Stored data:

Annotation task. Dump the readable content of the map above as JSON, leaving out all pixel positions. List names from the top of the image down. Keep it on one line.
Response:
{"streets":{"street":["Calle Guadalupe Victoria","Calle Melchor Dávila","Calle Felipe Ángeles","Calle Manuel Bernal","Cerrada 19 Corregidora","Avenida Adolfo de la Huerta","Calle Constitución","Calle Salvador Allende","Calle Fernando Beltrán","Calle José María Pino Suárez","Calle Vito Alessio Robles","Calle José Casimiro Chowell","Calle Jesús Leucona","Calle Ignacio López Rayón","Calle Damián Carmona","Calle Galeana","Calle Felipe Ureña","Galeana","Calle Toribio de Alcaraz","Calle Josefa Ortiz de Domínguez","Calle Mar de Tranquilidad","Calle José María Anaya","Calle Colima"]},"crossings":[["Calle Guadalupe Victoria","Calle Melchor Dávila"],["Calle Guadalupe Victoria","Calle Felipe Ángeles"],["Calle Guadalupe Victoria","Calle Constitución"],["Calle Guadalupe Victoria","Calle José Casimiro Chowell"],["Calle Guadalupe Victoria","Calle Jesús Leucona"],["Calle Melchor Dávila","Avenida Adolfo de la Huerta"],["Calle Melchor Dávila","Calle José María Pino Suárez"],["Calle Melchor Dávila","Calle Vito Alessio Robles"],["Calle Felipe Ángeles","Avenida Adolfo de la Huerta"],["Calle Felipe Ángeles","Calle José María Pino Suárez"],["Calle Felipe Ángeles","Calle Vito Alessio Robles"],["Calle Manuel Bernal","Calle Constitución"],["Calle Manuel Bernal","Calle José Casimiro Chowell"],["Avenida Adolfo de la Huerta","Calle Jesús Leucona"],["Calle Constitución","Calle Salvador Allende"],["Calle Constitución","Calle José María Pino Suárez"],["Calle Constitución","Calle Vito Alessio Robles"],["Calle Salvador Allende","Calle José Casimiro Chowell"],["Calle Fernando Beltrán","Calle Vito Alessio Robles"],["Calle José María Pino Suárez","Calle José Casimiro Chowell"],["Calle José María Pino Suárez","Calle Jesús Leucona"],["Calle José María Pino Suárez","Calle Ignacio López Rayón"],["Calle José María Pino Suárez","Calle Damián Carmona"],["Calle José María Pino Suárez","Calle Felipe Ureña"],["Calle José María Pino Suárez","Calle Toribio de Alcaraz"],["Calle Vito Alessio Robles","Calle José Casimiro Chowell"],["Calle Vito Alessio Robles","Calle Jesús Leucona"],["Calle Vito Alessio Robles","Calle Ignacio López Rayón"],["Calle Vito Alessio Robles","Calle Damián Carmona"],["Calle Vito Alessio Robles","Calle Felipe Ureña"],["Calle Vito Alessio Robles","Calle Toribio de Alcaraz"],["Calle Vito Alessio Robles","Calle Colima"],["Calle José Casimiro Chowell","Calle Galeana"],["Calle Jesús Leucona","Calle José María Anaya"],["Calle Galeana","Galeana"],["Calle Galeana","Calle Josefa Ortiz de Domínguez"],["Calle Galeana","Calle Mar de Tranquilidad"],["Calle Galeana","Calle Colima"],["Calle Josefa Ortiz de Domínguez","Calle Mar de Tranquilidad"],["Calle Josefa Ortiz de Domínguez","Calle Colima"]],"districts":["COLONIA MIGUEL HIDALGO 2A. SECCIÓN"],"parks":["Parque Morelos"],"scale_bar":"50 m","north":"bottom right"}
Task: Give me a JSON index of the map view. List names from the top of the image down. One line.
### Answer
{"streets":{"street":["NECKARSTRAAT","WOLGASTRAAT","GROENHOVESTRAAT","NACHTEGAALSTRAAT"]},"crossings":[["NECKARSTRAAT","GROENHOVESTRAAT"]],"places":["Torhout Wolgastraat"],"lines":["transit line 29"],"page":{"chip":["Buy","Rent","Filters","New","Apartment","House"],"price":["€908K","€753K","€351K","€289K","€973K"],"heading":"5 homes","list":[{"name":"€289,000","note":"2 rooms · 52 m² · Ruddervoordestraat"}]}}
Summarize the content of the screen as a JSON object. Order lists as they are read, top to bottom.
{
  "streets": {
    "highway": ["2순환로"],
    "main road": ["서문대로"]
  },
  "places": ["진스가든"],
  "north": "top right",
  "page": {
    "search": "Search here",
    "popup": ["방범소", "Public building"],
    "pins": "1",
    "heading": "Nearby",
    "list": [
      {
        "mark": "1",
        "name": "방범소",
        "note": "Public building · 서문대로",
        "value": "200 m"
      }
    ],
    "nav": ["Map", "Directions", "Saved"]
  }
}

### Exercise details
Read the lines above. Gather those in which the string "names" is found.

### Response to this task
Annotation task. Dump the readable content of the map above as JSON, leaving out all pixel positions. List names from the top of the image down. Keep it on one line.
Task: Give me a JSON index of the map view. List names from the top of the image down. One line.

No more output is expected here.